Llama la atención que tuviera tal facilidad de palabra e influyera en tantas personas de toda condición. No siendo sacerdote, todos se admiraban de que fuera capaz de hablar tan bien acerca de Dios, suscitando en quien lo escuchaba asombro y sorpresa, educando la fe de las personas, humildes o nobles, e impregnándolo todo de amor. Buscaban su amistad y su consejo las personalidades más variadas. A todos enseñaba la “alta sabiduría del amor” y animaba a todos a profundizar en la fe permaneciendo fieles a la Iglesia católica. Destacó entre sus amistades y dirigidos el científico Hipólito Guarioni, médico en la corte ducal de Innsbruck, que compartió amistad con él durante muchos años y después de su muerte recogió “dichos y hechos” de fray Tomás, reconociendo que “por todos lados hablaba de las cosas de Dios, con tanto espíritu y devoción que dejaba a todos estupefactos y maravillados”.
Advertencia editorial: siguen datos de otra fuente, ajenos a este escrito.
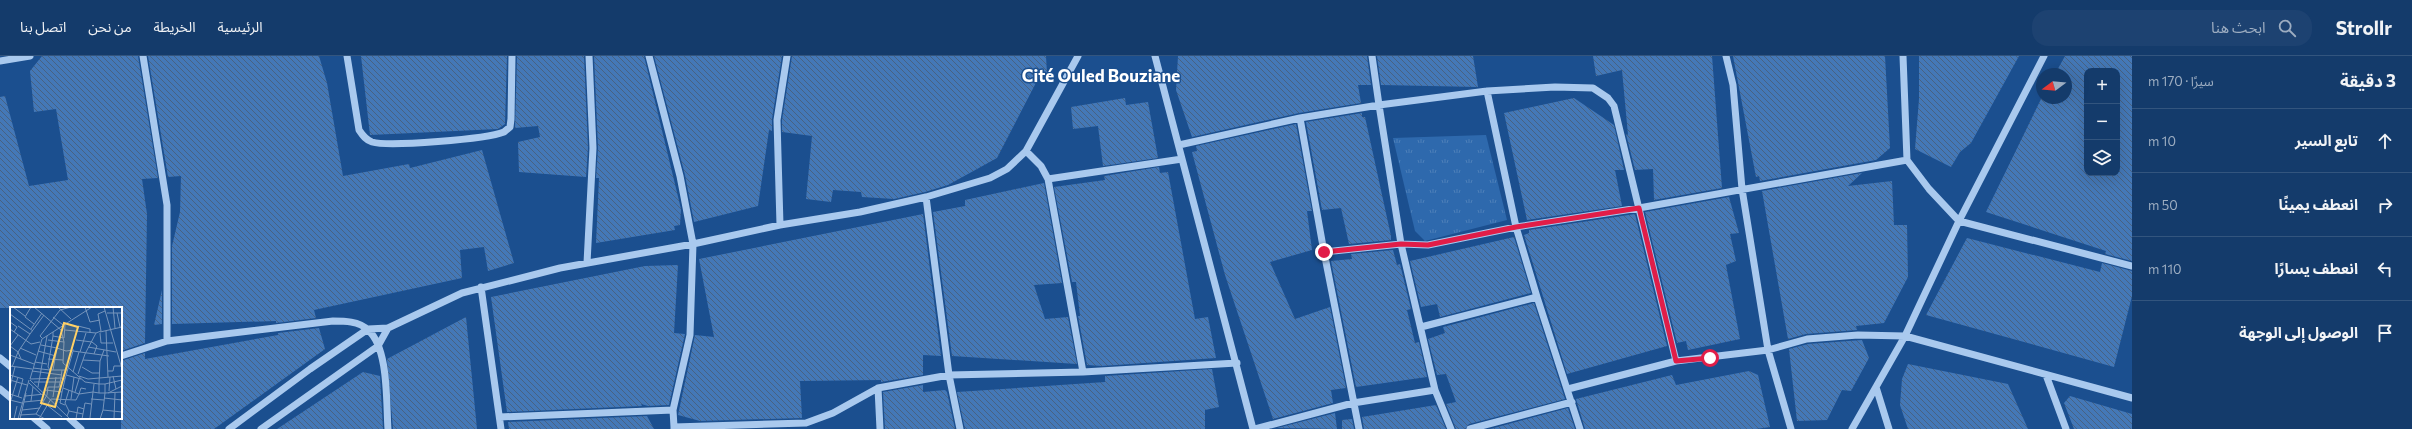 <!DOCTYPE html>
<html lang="ar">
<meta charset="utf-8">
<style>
:root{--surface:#143b6b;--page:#1d4271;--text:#f1f3f6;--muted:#9dadc1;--line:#33557e}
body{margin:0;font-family:Commissioner,"Noto Sans Arabic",sans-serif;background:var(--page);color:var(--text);direction:rtl}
.controls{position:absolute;right:12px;top:12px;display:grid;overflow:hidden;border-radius:8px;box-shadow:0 4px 16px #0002}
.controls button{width:36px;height:36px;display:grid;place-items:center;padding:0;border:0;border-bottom:1px solid var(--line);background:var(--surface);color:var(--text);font:20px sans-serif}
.compass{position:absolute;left:2036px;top:12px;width:36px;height:36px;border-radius:50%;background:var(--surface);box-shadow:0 4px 16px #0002;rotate:254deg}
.stop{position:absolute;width:12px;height:12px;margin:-9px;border:3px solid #e11d48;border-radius:50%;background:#fff}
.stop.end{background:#e11d48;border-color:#fff;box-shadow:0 1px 4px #0008}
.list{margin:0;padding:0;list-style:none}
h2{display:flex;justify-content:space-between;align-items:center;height:52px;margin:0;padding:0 16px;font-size:17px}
h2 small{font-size:13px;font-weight:400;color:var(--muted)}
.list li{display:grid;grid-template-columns:26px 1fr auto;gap:12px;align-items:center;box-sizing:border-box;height:64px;padding:0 16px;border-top:1px solid var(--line)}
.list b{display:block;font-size:15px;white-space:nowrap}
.list em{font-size:13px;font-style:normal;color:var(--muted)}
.icon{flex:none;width:22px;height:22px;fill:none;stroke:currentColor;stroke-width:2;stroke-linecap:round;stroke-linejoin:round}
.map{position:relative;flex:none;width:2132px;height:373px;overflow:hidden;direction:ltr}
header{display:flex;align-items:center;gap:24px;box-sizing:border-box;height:56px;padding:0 20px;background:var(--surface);border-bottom:1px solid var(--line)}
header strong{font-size:19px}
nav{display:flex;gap:22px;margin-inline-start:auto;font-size:14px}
.search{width:280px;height:36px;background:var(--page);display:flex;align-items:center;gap:10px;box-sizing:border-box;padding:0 14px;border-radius:16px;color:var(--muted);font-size:15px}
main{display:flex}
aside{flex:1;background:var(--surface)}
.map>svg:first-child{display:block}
.park{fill:url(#park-tufts)}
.building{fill:url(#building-back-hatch);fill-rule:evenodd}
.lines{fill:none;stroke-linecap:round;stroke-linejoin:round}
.minor{stroke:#a9c9ee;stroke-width:7}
.route{stroke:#e11d48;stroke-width:5}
.labels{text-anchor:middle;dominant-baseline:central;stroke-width:3;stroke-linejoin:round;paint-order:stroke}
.quarter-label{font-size:17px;font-weight:bold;fill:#fff;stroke:#1b4f8f}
.inset-road{fill:none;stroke:#7695bc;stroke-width:1}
.view{fill:#ffd166;fill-opacity:0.15;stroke:#ffd166;stroke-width:2}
.inset-edge{fill:none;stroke:#fff;stroke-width:2}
</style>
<header>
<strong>Strollr</strong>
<div class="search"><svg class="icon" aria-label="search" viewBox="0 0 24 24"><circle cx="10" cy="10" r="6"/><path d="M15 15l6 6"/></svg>ابحث هنا</div>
<nav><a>الرئيسية</a><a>الخريطة</a><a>من نحن</a><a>اتصل بنا</a></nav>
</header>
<main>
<aside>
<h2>3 دقيقة<small>سيرًا · 170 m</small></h2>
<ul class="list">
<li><svg class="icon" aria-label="ahead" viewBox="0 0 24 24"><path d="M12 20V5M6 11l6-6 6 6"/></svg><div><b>تابع السير</b></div><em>10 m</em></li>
<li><svg class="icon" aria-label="right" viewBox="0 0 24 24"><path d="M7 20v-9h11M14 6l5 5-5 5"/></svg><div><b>انعطف يمينًا</b></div><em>50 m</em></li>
<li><svg class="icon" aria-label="left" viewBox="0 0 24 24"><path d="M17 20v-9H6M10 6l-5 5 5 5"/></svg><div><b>انعطف يسارًا</b></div><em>110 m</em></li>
<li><svg class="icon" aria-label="arrive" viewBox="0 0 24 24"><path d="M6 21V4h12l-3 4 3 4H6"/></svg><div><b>الوصول إلى الوجهة</b></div></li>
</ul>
</aside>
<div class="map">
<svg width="2132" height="373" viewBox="0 0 2132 373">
<defs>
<pattern id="park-tufts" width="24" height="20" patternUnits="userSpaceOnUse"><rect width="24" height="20" fill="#2e69ad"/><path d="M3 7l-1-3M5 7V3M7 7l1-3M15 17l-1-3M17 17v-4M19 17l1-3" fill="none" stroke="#4d80b9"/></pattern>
<pattern id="building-back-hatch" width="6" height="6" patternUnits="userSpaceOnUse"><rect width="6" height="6" fill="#4478b7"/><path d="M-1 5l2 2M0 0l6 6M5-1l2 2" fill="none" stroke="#486282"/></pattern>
</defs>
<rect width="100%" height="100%" fill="#1b4f8f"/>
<!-- park -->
<path class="park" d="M1486,79l21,85 -82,21 -10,-10 -22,-93z"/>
<!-- building -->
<path class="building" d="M42,0h96l20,122 -16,1 5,35 -2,129 -24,8v-43h-121v-211l5,-1 24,90 39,-6 -12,-71 -22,3 -4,-41z
M148,0h171l8,27 16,93 66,-12 1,4 72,-18 32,113 -26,8 -4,-24 -24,3 2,28 -148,32 2,8 -40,5v-2l-104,3v-78l8,-34 1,-36 -13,1z
M361,0h146l-2,68 -7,5 -128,6z
M517,0h67l4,92 -2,29 -67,-5 -1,-30 22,-5 -2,-11 -23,2z
M594,0h50l37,153 -1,16 -6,1 1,4 -79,13 3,-65h-3l2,-30z
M654,0h128l-10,63v12l-3,-1 -11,76 -64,16 -9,-47z
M792,0h254l1,17 -8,4 -42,81 -49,27 -23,7 -31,7 -32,-2 -1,-5 -28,-2 -2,12 -25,-3 6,-63 -30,-4v-12z
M1178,0h189l4,29h-13l3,18 -62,10 -107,24 -16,-47z
M1377,0h96l5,31 -97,-2z
M1593,0h119l10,132 -68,12 -1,-31 -18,1 -9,-36 2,1 -6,-65 -26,6z
M1733,0h152l5,92 -14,12 -116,21 -1,-5 -3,1z
M1919,0h100l-48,87 -11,9 -9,15 -36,-18 4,-50z
M2065,0h67v205l-27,-7 1,-3 -120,-39 56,-115 24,1v-24h-11zM2087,15h30v102h-30z
M1125,42l1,7 22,-3 10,56 -55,8 -5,-40 -25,3 -2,-22z
M1574,42l40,27 10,45h-9l7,36 -95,14 -23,-107z
M1362,57v4h3l26,119v4l-42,4 -8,-36 -19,2 -16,-88z
M1296,68l16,87h-5l5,39 -42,12 25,57 35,-12 16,81 -15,2 2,13 -60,16 -48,-144 -33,-123 5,-1 -1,-5z
M1159,111l1,6 8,-1 27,147 13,-2 8,41 -114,8 -15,-1 -9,-49h2l-4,-34h-4l-18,-95 51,-7 -1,-4z
M1862,117l-14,13 44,-5 2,44h13l1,52 -24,46 -28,3 1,4 -51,4 -18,5 -26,-148z
M1044,127l18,100 -28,2 11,34 23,-2 9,47 -125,-8 -19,-144 32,-6v-6z
M1729,141l10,36 -9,1 6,27 -10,4 14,74 -52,11 -2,-9 -9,2 -32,-131z
M923,158l18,142 -18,-1v20l-42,7v-2l-81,1 2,37 -102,3 -22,-6 17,-80 19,2 -15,-78z
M1635,158l32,132 -100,28 -43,-139 5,-2v-3z
M1514,181l17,56 -91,24 -3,-13 -16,3 -11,-46z
M1967,182l133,34 2,-9 30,8v25l-18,71 -188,-52z
M1393,194l4,15 3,-1 11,45 -4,1 8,33 4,-1 8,35 -71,10 -25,-126 21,-2 -1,-5z
M678,209l-4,68 11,1 -16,71 -21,1 -7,-2 1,2 -135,6 -16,-115 154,-31z
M162,234v34l-8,1z
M1534,247l31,96 -96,25 -4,5h-9l-10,-25 10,-2 -10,-28 -9,1 -9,-36 17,-6 -2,-6z
M466,261l11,112h-84l-6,-70z
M319,272l6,21 -111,80h-93v-68l24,-8v6l133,-24v-2z
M1862,284l7,18 -18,33 -9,-1 -15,30 -30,1 -8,-72 19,-5z
M1908,308l100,20 20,45h-120l-8,-24 2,-26z
M1212,313l7,38 -14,3v19h-240l-8,-37 148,-10v-6z
M1749,315l9,4 12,52 -14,2h-171l-9,-30 96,-24 4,10z
M363,316l17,4 3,53h-106z
M923,329v7l22,-2 2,2 8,37h-70l-2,-37z
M2070,340l62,18v15h-58l-10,-26z
M1436,349l10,24h-82l-2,-12z
M1568,352l7,21h-85z
M1335,357l2,16 -60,-1z
M647,360l7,13h-145l-1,-7z
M1352,363l2,10h-12v-9z"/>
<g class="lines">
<!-- minor -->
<path class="minor" d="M143,0l24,149v136
M347,0l12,74c4,6 7,10 13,12 17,5 115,-3 132,-10l6,-5 1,-8 1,-63
M649,0l31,120 13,68 -3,91 -17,75 1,17
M1155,0l98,373
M1726,0l7,29 9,104 26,161 23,79
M1903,0l4,104 22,29 30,32 173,45
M0,5l30,-5
M1487,35l29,136 21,70 43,132
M1300,62l24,134 35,177
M1179,89l121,-27 79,-13 -7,-49
M1026,95l15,15 7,13 35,193
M1048,123l134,-20
M926,141l23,178 11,54
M780,169l-3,-105 10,-64
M1324,196l77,-8 27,1 88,-18 123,-19 268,-48
M587,207l6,-115 -4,-92
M481,231l20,142
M1421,271l116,-30
M121,300l46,-15 166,-20c11,0 26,0 35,9 21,18 18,73 20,99
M0,302l11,9
M2046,319l20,54
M1876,331l13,42
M878,332l2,41
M0,333l11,9
M1568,333l108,-28
M500,361l173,-7
M34,362l13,11
M69,362l12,11
M229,373l81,-60 58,-40 20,-1 74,-35 98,-25 133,-24 87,-19 80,-13 66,-15 64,-19 17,-9 19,-18 52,-95
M261,373l117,-83 10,-18
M674,373v-2l132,-4 27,-10 45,-25 71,-13 134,-3 154,-9
M1255,373l98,-26 82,-13
M1451,373l-16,-39 -34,-146 -22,-139 108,-14 68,-4 38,1 15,10 6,8 62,255 92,-11 39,-11 51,-4 47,1 227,62
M1470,373l102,-27
M1852,373l53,-93 54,-115 85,-165"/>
</g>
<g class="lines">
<!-- route -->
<path class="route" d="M1324,196l77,-8 27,1 88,-18 123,-19 37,153 34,-3"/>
</g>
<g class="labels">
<!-- quarter labels -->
<g class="quarter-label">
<text x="1101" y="19">Cité Ouled Bouziane</text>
</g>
</g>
<!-- overview -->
<g transform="translate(10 251)">
<rect width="112" height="112" fill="#1b4f8f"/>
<path class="inset-road" d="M3,0l12,9M21,0l-6,10 9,7M24,0l27,23 3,12 -1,21 22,19 14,2 1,-23 4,-11M48,0l13,12M75,0l5,15 10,-2M94,0l18,62M103,0l2,21M97,6h15M107,6l3,14M0,7l23,17M43,10l10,8M0,15l7,5 -3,5M8,19l12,8 14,-19M0,22l21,15 9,-2M21,22l11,-16M55,23l31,3M96,24l2,46M43,25v4l11,2 1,-13M67,25l1,-6 12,3v4M90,25l22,-5M90,26l1,10h12M43,29l-5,31 2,3h18M32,31l-2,-2 20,-26 11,-3M38,33l16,2M66,33l16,2 5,4 -3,8M31,38l16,3 -4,22M0,39l8,6 12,-18M0,39l8,-11M78,40l28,5M10,41l16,7M47,41l9,3 8,-1M28,44l18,5M70,45l6,-19M0,48l24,9M38,52l15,1M73,53l17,1M25,55l12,2M0,59l22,3M2,60l6,-15 3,7M72,60l10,6h7M23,61l17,2M52,63l-1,8 4,1 8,-28 36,5M22,64l30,4M98,64h5l1,-5h7M63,65l6,-20M68,67l7,-20 11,-21 5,-2 -3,-17 7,-3M0,68l13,4 -5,18M56,68l15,4M69,69l9,3 34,-3M103,69l3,13M20,72l12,-40 50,-32M20,72l31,-1 -2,9h-11l-1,8 -11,19 9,5M0,73l17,5M20,73l40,39M24,75h27M19,76l12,11M95,77l17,-4M0,79l5,-19M28,80l9,-51M53,81l16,6 2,-6 5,1M35,83l17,2 -2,11 5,2M99,84l1,-14M52,85l3,-13M65,85l4,-13M98,86l14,-7M0,87l12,4M15,89l20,-2M43,90l3,-20M94,91l18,2M61,92l3,-22M81,92l13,1M0,93l12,3M1,93l7,-23M21,94l2,-14M14,95l20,-2M37,98l15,12M12,103l18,-2M93,103l2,-17 17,-1M59,104l14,3M10,108l16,-1M57,109l2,-5 -4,-8 4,-13M80,111l3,-26 6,1v-9h6v9h-6M4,112l3,-13M8,112l11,-39M10,112l6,-26M29,112l12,-20 25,1 3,-6 14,-2 1,-8M66,112l2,-12 6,2M72,112l3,-16 6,1M90,112l3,-9 19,2M104,112l1,-26"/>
<path class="view" d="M54,16l14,4 -23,80 -14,-4z"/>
<rect width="112" height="112" class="inset-edge"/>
</g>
</svg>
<div class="controls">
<button>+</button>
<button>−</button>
<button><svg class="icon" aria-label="layers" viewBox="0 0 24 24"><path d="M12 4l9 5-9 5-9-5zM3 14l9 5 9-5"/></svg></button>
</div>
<svg class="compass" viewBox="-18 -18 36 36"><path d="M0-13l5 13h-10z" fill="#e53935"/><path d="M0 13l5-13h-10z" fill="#9dadc1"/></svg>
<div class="stop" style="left:1710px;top:302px"></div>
<div class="stop end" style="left:1324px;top:196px"></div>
</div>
</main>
“El santo es una persona con espíritu orante, que necesita comunicarse con Dios. Es alguien que no soporta asfixiarse en la inmanencia cerrada de este mundo y en medio de sus esfuerzo y entregas suspira por Dios, sale de sí en la alabanza y amplía sus límites en la contemplación de Dios”. La vida del beato Tomás encuentra su explicación en estas palabras del papa Francisco. La oración era su fuente de energía, la oportunidad de llenar su corazón de la sabiduría que compartía con los demás. En la oración hacía presentes las necesidades intenciones de todos aquellos con los que se relacionaba. En ella aprendía lo que no había conseguido en los libros. Nos hablan los biógrafos de su oración nocturna en la que recuperaba el tiempo que había dedicado al servicio de la mendicación durante el día. Y tres eran sus fuentes de inspiración: Cristo crucificado, “en cuyas llagas amadas se aprende la sabiduría del amor”; la Eucaristía en la que experimentaba el amor gratuito e incondicional del que “amó hasta el extremo a los suyos” (Jn 13,1) y la Virgen María a la que en sus escritos proclama Inmaculada y Asunta.
El Ministro General de la Orden resume su aventura con estas palabras: “Cada tiempo y cada momento histórico tiene sus dificultades y fatigas. Fr. Tomás de Olera vivió en un periodo complejo, lleno de contradicciones y de desencuentros violentos. El tiempo, sin embargo, tiene su fascinación, porque hace aparecer y pone a la luz la pasión del hombre y de su deseo de afirmarse o, al contrario, de dejar que Dios se afirme y se muestre visible y tangible. La Orden le confió la «mendicación» para la subsistencia de los hermanos y de los pobres del convento; la gracia lo transformó en el solicitado consejero de nobles y siervos, en el docto maestro espiritual que sabía pronunciar la palabra que orientaba a Cristo, escondiéndose, como saben hacerlo los verdaderos místicos y contemplativos del Misterio”.